• **To do**
Copy every line below exactly.
Start of Supplied records
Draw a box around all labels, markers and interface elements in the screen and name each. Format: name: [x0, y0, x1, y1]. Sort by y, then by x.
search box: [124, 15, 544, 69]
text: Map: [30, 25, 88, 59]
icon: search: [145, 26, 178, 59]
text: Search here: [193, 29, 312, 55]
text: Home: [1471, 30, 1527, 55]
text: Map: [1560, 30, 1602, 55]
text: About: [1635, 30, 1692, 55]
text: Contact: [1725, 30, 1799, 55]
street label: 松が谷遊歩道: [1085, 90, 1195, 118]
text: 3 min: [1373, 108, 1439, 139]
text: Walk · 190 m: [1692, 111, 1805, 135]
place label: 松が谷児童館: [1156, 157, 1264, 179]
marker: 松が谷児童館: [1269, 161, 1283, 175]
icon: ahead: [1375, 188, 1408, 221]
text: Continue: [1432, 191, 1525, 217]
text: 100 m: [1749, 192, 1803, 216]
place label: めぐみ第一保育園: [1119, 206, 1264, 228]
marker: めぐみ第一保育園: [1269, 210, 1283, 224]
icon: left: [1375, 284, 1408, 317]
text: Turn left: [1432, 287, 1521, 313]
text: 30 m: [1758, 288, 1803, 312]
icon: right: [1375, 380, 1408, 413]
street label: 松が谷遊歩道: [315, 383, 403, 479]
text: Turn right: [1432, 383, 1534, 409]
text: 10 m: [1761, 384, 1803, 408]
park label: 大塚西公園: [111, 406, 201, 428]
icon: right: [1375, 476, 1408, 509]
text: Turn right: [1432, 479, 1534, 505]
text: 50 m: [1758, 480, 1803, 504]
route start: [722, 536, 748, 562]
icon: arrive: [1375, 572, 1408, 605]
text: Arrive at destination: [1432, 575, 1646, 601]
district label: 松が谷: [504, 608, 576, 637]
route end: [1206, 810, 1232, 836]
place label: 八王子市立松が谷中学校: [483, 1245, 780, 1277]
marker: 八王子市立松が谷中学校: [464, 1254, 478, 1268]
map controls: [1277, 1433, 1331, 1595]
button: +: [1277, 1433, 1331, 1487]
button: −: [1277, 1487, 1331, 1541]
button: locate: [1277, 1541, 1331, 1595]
End of Supplied records
• **Exercise solution**
Draw a box around all labels, markers and interface elements in the screen and name each. Format: name: [x0, y0, x1, y1]. Sort by y, then by x.
search box: [124, 15, 544, 69]
text: Map: [30, 25, 88, 59]
icon: search: [145, 26, 178, 59]
text: Search here: [193, 29, 312, 55]
text: Home: [1471, 30, 1527, 55]
text: Map: [1560, 30, 1602, 55]
text: About: [1635, 30, 1692, 55]
text: Contact: [1725, 30, 1799, 55]
street label: 松が谷遊歩道: [1085, 90, 1195, 118]
text: 3 min: [1373, 108, 1439, 139]
text: Walk · 190 m: [1692, 111, 1805, 135]
place label: 松が谷児童館: [1156, 157, 1264, 179]
marker: 松が谷児童館: [1269, 161, 1283, 175]
icon: ahead: [1375, 188, 1408, 221]
text: Continue: [1432, 191, 1525, 217]
text: 100 m: [1749, 192, 1803, 216]
place label: めぐみ第一保育園: [1119, 206, 1264, 228]
marker: めぐみ第一保育園: [1269, 210, 1283, 224]
icon: left: [1375, 284, 1408, 317]
text: Turn left: [1432, 287, 1521, 313]
text: 30 m: [1758, 288, 1803, 312]
icon: right: [1375, 380, 1408, 413]
street label: 松が谷遊歩道: [315, 383, 403, 479]
text: Turn right: [1432, 383, 1534, 409]
text: 10 m: [1761, 384, 1803, 408]
park label: 大塚西公園: [111, 406, 201, 428]
icon: right: [1375, 476, 1408, 509]
text: Turn right: [1432, 479, 1534, 505]
text: 50 m: [1758, 480, 1803, 504]
route start: [722, 536, 748, 562]
icon: arrive: [1375, 572, 1408, 605]
text: Arrive at destination: [1432, 575, 1646, 601]
district label: 松が谷: [504, 608, 576, 637]
route end: [1206, 810, 1232, 836]
place label: 八王子市立松が谷中学校: [483, 1245, 780, 1277]
marker: 八王子市立松が谷中学校: [464, 1254, 478, 1268]
map controls: [1277, 1433, 1331, 1595]
button: +: [1277, 1433, 1331, 1487]
button: −: [1277, 1487, 1331, 1541]
button: locate: [1277, 1541, 1331, 1595]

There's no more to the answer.